## TASK ITEM:
Each line below containing the word "strong" needs to be shown.

Items listed in a dataset
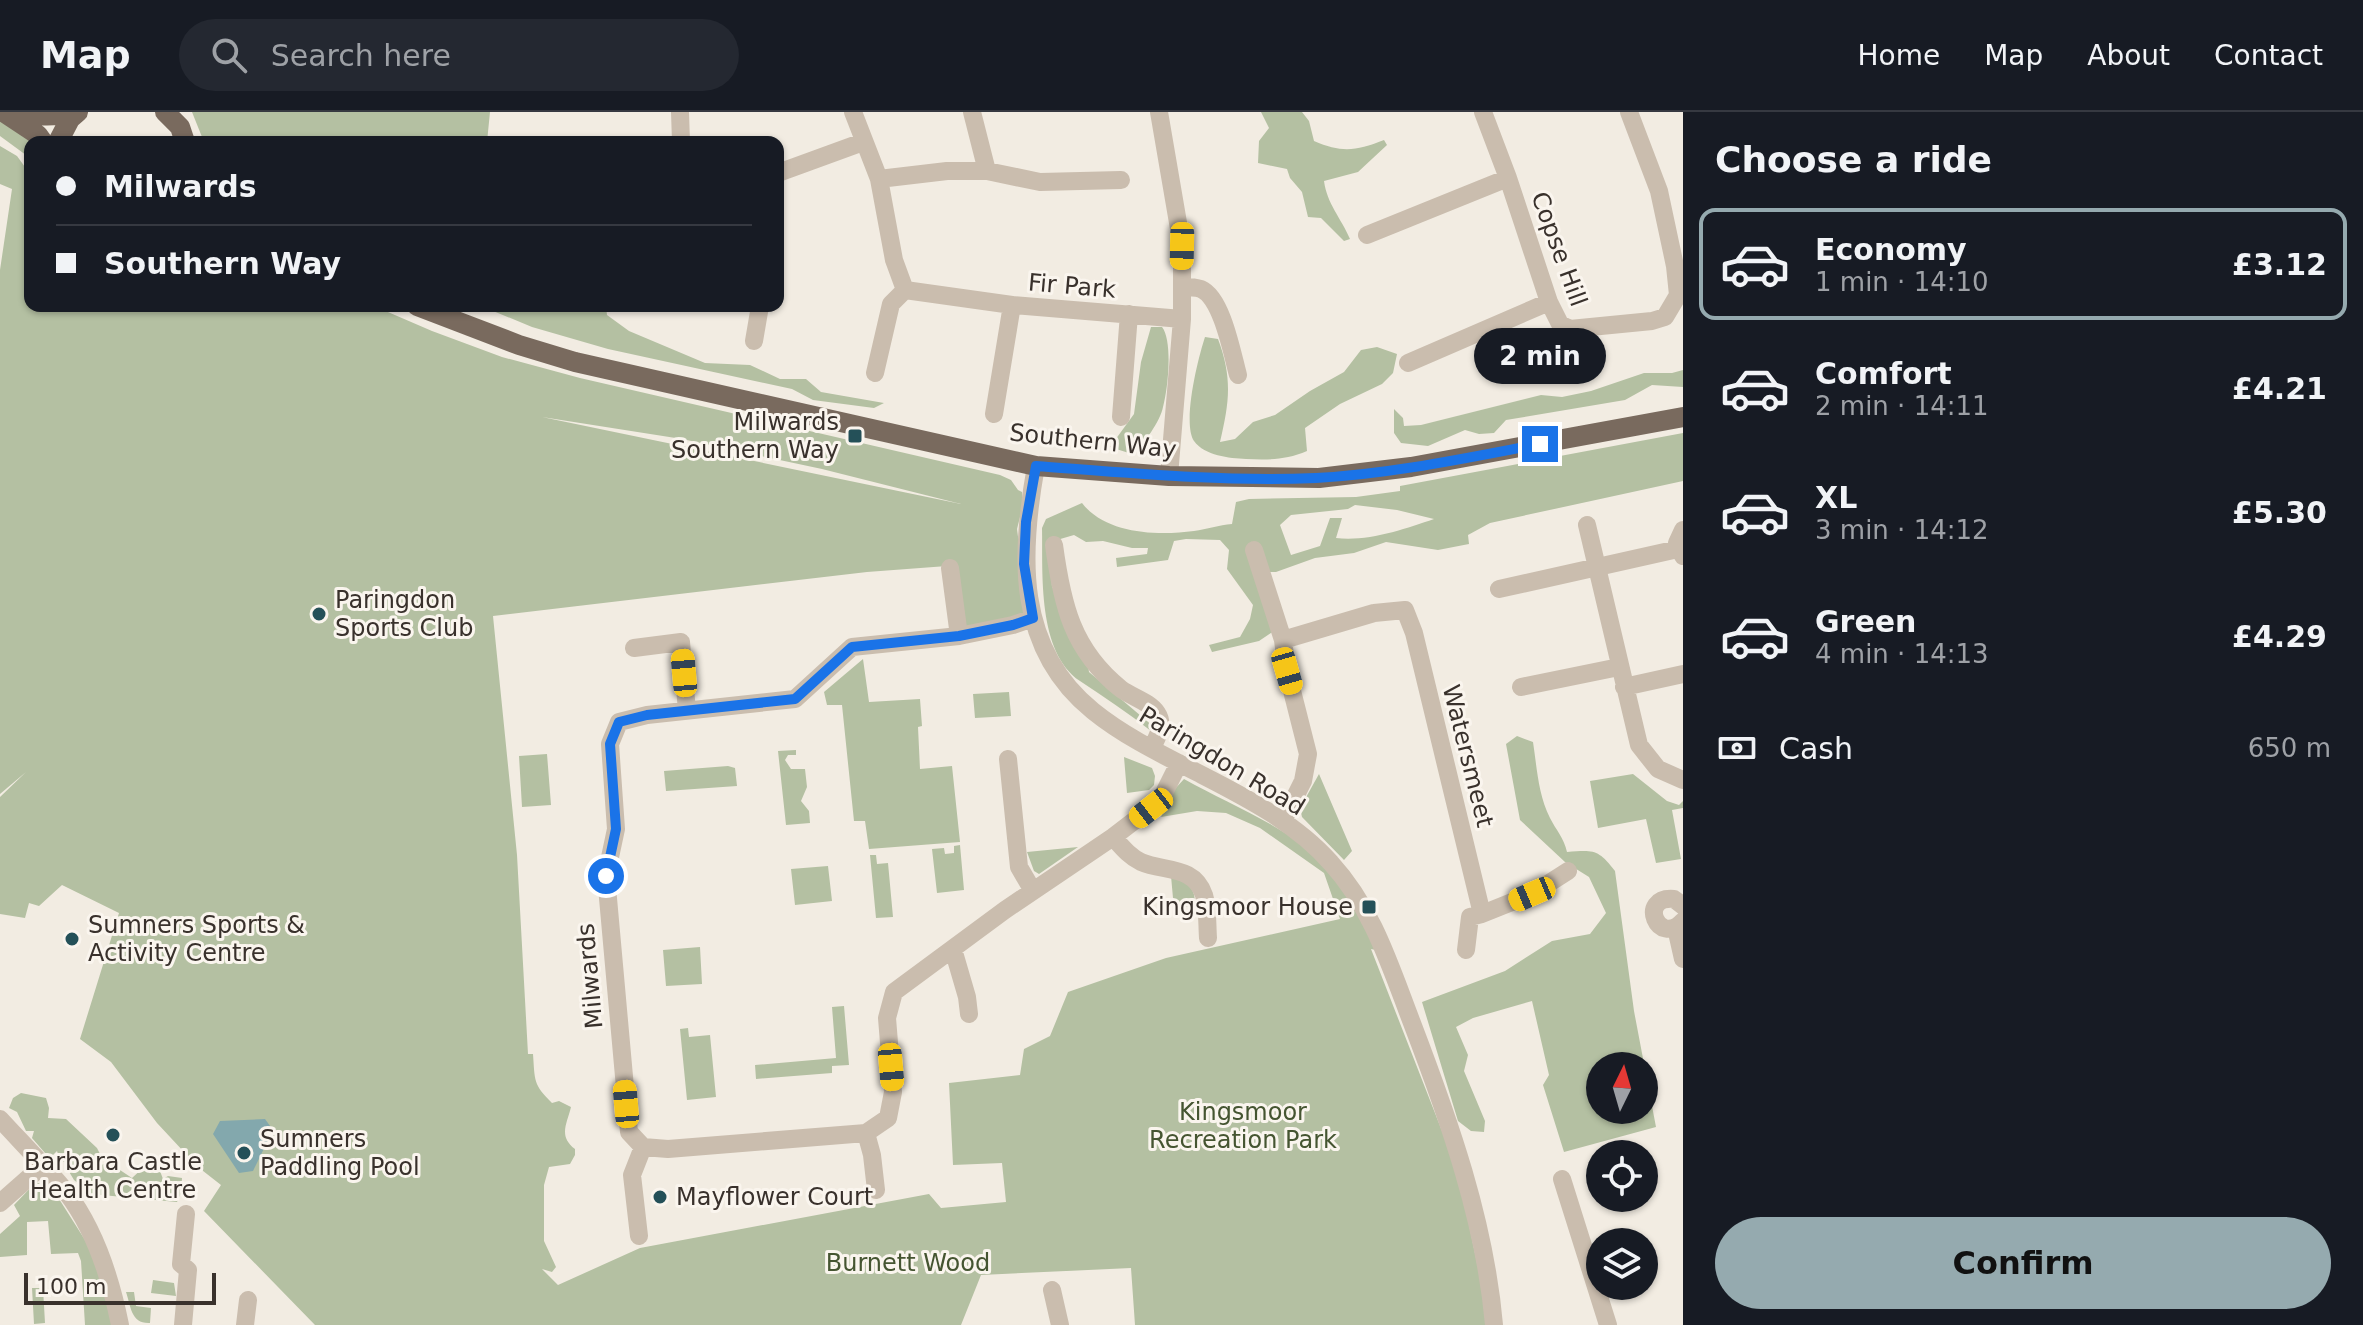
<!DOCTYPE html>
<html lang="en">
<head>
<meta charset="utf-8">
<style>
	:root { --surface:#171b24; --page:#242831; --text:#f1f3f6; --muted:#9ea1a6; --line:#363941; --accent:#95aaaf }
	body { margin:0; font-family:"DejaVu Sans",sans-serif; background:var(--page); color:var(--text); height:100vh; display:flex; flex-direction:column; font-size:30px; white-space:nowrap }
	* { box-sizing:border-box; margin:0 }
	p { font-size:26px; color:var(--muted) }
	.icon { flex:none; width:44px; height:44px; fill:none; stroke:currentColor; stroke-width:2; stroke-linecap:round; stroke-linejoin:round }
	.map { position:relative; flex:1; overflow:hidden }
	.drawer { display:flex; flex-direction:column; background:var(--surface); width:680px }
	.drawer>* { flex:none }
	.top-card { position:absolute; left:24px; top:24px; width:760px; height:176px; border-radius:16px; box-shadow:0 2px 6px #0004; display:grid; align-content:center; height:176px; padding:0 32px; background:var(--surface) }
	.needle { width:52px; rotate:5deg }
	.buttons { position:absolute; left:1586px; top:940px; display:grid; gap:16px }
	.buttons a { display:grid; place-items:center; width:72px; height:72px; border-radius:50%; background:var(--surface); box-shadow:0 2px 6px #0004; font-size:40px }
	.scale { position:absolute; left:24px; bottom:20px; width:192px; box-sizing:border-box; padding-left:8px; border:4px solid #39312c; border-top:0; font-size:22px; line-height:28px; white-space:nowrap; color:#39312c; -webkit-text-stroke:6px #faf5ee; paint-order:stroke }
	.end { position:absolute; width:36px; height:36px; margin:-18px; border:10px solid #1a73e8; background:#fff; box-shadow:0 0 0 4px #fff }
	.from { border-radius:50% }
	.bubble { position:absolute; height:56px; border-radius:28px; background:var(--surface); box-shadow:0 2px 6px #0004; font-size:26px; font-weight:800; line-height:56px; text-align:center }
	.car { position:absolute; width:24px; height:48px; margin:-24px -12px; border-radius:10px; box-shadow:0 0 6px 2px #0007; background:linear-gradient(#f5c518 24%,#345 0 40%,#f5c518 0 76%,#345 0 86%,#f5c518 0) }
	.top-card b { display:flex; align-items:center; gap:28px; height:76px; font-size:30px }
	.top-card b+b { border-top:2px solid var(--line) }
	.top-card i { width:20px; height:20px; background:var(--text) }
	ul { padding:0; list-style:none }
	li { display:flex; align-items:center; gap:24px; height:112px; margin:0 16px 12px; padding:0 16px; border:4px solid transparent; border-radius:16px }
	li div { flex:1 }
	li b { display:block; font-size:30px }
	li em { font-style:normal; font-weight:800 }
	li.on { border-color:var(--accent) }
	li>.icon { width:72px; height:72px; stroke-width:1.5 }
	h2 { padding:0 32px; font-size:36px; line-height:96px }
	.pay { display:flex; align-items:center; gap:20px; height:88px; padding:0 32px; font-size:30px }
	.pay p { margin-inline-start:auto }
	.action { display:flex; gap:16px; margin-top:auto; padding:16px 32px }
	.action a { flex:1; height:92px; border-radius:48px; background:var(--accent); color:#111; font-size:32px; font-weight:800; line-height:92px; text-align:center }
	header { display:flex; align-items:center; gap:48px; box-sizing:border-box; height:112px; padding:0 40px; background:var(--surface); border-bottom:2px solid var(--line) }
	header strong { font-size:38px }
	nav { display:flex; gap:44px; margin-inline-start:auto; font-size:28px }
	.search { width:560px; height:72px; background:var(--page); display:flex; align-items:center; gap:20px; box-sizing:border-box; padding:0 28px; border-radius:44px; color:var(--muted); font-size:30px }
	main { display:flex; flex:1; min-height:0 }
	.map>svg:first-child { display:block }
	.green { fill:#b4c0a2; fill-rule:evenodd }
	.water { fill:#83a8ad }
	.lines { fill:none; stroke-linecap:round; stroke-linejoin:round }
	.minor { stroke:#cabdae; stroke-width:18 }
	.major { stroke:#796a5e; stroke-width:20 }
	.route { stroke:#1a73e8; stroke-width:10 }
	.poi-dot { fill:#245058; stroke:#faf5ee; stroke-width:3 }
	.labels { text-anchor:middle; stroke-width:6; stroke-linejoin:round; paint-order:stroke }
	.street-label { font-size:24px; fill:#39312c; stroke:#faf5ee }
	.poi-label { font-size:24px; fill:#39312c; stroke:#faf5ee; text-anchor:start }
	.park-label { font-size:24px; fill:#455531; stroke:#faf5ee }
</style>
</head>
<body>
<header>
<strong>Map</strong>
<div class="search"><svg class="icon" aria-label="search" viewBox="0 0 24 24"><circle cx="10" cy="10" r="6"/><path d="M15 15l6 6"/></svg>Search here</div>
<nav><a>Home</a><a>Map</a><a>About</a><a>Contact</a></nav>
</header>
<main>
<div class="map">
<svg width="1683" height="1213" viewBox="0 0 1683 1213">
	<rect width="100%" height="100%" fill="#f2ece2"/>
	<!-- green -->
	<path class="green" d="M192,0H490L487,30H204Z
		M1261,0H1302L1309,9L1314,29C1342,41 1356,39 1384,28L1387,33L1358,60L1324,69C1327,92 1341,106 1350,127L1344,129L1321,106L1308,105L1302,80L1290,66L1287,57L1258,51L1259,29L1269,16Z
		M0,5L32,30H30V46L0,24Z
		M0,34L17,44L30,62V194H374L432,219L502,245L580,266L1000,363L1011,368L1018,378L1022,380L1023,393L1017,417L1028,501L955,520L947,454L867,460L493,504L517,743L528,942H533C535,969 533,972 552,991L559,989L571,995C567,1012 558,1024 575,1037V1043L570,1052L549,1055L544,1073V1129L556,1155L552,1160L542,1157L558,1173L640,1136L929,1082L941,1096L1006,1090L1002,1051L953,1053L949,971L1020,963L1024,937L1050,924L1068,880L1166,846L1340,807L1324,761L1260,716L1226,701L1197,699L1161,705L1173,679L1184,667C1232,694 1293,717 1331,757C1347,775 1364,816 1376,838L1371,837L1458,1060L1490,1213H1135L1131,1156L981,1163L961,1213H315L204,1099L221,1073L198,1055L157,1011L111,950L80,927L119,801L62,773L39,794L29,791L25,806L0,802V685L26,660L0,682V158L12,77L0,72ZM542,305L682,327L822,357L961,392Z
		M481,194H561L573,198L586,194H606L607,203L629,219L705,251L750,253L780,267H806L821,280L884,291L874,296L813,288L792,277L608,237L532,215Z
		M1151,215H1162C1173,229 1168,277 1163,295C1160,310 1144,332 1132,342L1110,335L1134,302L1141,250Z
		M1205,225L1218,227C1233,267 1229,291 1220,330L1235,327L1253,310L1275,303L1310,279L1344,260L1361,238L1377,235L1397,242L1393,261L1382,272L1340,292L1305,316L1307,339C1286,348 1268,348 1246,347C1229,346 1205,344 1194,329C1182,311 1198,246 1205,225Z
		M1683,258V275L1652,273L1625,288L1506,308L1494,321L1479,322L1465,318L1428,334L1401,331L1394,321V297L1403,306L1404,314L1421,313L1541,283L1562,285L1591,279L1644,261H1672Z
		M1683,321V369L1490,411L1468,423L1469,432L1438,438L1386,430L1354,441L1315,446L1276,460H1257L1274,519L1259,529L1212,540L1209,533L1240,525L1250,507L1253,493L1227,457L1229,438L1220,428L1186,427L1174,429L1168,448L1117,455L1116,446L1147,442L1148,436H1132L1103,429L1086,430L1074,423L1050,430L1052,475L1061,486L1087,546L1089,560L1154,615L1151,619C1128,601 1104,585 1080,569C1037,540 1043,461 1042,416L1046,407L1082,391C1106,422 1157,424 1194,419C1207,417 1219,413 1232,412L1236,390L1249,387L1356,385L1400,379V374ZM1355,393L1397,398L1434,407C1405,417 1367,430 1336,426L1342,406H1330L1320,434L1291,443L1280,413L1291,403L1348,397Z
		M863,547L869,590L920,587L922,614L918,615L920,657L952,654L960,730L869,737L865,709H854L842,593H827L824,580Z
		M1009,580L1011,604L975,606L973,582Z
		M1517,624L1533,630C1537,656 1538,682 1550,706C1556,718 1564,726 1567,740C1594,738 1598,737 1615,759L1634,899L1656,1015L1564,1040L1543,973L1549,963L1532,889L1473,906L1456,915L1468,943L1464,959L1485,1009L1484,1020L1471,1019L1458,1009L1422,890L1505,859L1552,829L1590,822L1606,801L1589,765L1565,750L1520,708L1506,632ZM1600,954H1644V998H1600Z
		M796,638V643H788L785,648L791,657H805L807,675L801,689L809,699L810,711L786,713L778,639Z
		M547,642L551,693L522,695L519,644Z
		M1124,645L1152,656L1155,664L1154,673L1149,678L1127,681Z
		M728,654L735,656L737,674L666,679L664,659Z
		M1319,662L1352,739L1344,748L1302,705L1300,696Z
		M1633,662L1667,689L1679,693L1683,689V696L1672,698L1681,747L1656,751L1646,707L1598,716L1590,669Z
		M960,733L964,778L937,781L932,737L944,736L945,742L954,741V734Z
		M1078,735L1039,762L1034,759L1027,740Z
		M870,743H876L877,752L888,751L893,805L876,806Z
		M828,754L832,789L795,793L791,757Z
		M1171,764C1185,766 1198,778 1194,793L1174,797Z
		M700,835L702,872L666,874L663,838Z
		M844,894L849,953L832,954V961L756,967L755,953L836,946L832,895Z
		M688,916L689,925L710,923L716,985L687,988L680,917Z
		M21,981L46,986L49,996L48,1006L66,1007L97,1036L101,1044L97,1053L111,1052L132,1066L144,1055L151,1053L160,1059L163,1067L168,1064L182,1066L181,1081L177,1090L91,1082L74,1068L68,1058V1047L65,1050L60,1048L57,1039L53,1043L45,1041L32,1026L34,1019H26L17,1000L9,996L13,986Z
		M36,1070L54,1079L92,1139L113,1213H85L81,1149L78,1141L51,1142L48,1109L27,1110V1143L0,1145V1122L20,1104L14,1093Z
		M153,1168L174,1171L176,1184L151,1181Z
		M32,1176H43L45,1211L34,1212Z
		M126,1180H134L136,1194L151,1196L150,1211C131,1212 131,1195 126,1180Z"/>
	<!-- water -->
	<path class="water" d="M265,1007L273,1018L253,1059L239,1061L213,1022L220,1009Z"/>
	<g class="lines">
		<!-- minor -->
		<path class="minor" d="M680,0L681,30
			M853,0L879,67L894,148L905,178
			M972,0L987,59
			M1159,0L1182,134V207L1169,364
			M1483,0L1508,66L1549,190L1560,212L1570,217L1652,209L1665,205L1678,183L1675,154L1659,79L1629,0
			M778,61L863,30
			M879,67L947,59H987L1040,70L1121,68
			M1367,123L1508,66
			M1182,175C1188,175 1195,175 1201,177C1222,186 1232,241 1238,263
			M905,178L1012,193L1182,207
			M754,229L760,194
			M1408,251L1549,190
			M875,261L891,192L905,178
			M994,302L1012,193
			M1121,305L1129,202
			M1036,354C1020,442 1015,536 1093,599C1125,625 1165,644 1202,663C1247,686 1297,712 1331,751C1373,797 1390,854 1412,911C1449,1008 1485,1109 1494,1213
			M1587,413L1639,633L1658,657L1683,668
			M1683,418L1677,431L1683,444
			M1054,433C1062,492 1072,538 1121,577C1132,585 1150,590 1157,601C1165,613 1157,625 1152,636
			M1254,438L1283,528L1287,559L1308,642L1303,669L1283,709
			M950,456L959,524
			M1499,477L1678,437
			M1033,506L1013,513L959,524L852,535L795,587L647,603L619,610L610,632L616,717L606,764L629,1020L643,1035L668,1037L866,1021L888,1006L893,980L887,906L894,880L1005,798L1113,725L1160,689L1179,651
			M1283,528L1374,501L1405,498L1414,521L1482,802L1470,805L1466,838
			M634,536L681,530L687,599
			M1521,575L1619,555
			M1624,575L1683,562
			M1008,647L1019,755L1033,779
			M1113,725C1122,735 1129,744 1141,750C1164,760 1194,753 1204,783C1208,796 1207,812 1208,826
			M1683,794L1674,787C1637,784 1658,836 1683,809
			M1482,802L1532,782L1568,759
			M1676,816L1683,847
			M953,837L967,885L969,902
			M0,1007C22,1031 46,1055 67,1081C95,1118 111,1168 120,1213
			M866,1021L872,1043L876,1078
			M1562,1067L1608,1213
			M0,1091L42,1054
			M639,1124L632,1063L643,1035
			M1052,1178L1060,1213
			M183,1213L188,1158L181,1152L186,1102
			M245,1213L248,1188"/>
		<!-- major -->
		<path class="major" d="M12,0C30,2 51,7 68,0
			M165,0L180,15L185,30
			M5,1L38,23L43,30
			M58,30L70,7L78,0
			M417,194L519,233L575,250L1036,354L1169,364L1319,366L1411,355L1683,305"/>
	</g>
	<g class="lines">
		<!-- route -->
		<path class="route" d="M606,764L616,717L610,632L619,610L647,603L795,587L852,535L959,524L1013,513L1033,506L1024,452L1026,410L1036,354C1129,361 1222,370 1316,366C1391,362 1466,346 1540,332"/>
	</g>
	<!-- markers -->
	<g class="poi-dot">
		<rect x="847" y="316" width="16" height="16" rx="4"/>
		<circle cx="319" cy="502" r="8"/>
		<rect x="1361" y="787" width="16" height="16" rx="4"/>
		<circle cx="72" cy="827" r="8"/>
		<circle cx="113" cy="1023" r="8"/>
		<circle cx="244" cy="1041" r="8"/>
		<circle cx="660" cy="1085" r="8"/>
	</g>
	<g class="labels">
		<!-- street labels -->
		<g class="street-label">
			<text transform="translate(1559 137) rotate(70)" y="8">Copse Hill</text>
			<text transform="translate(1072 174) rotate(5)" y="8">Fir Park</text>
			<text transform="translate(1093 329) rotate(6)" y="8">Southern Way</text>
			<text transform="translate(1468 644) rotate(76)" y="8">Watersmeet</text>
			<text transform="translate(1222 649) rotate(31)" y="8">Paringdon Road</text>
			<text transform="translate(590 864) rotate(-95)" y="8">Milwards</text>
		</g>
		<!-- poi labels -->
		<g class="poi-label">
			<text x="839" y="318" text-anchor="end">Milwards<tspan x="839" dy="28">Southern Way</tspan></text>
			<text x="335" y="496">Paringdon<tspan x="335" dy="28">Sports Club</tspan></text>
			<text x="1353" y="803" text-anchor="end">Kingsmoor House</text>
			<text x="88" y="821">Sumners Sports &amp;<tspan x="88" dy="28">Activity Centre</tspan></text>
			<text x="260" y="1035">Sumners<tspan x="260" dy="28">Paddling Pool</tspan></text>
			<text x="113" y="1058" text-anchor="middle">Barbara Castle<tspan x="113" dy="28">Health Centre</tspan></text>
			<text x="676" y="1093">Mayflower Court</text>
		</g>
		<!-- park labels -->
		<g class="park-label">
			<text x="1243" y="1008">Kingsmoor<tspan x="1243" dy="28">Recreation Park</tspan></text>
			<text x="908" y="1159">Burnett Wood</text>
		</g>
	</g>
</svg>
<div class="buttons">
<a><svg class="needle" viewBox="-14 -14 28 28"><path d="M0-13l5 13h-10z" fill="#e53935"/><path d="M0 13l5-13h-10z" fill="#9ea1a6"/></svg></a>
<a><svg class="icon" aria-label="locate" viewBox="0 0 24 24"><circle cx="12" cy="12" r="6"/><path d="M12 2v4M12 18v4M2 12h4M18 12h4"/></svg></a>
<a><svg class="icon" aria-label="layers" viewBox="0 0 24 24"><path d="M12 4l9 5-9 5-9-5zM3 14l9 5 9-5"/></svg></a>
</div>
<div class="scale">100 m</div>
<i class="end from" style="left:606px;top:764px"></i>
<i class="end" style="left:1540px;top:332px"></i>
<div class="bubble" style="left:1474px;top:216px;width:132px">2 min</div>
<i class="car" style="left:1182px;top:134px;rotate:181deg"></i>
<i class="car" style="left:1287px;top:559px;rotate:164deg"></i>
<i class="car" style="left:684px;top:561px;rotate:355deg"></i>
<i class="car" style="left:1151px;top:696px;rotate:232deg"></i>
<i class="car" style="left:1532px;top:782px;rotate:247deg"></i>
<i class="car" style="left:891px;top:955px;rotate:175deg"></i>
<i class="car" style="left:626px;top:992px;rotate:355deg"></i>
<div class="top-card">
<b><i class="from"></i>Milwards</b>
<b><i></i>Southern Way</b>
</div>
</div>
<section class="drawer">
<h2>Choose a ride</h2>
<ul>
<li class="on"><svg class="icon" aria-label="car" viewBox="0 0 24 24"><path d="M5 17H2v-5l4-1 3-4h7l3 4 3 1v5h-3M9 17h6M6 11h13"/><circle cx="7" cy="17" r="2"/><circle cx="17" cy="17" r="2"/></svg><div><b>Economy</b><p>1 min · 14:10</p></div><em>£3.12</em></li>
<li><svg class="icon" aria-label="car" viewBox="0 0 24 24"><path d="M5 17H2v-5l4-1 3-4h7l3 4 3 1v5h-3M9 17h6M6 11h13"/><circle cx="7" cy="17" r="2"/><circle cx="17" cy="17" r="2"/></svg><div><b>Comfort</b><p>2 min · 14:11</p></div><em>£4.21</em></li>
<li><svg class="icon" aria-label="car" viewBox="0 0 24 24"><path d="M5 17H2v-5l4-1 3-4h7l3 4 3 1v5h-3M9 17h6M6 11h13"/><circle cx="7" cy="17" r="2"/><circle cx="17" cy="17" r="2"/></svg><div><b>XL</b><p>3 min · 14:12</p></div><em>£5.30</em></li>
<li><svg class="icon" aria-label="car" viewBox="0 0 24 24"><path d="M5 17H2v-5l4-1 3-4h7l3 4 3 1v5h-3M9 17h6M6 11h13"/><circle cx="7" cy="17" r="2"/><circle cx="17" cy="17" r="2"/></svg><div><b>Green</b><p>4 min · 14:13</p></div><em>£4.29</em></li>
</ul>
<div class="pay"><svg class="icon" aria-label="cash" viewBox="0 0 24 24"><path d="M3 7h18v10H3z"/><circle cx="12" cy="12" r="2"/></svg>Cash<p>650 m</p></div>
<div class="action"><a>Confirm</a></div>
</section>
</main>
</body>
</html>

## ANSWER TO THE PROBLEM:
	header strong { font-size:38px }
<strong>Map</strong>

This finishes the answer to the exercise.